An inventor takes on a huge risk if he decides to file a patent application, or even a provisional patent application, himself without the help of an attorney. Some inventors choose to go this route in order to save on costs, but it can end up hurting them in the end. The U.S. Patent and Trademark Office has specific rules on how a patent must be filed, including detailed information about every part of the invention, a list of any possible prior art and related inventions, a thorough patent search and detailed drawings. If an inventor doesn't file his application correctly, he risks having his application rejected. In the first-to-file system of the U.S., a rejected patent could mean he loses his invention's patentability completely. 

 

Expenses

 

 

When an inventor files a patent, he takes on the risk that the fees he has to pay will eventually pay off when his invention becomes profitable. If it doesn't, he may be in the hole. Although an inventor with less than four applications on record with the U.S. Patent and Trademark Office has to pay only $400 for a full application, hiring an attorney to prepare the application can cost as much as $10,000. In addition, he may face follow-up costs if the USPTO agent doesn't approve his application right away. In those cases, he may have to pay more fees to have an attorney make amendments to the application until it gets approved. 

 

Opposition

 

 

After the America Invents Act went into effect, other inventors and companies had more chances to fight patents. Once a patent is awarded, any third party can challenge it for up to nine months after the patent is granted. By filing a patent, an inventor takes on the risk of getting unexpected legal costs from these post-grant oppositions. In Europe, which has a post-grant opposition system, larger companies use this tactic to stall new inventors before they can get a competing product approved and on the market.

 

Losing Secrets

 

 

When filing a patent application, an inventor risks losing all secrecy to his project.
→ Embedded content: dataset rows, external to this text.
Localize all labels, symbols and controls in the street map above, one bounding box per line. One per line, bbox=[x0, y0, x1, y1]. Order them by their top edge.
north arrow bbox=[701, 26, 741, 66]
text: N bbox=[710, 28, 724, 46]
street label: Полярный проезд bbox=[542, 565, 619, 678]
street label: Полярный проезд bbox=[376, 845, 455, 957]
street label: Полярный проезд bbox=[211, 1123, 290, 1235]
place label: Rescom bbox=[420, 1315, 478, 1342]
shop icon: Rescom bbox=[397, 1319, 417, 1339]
One requirement of a patent is that it's so detailed, a person of similar skill could create the same invention. This allows for free sharing of information so other inventors can improve on the patent or use the invention themselves when the patent expires in 20 years. However, by filing a patent application you're making all the details of your invention public. This means that the secret's out about your invention. If your patent's rejected, you can't put the cat back in the bag and claim trade secrets in the future. For example, if you own a soda company that created a secret formula for a drink flavor, that formula is legally protected as long as you don't share it. But if you file a patent application and reveal the formula, you won't have trade secret protection or patent protection if the patent is rejected. 

 

Conclusion

 

 

Choosing to file a patent application isn't always an easy decision. You have to make sure that you're ready to file and don't want to keep a trade secret. You also need to make sure that you have an attorney at your side making sure that the filing adheres to all relevant law. But don't wait too long to file, or you might lose your chance to do so altogether.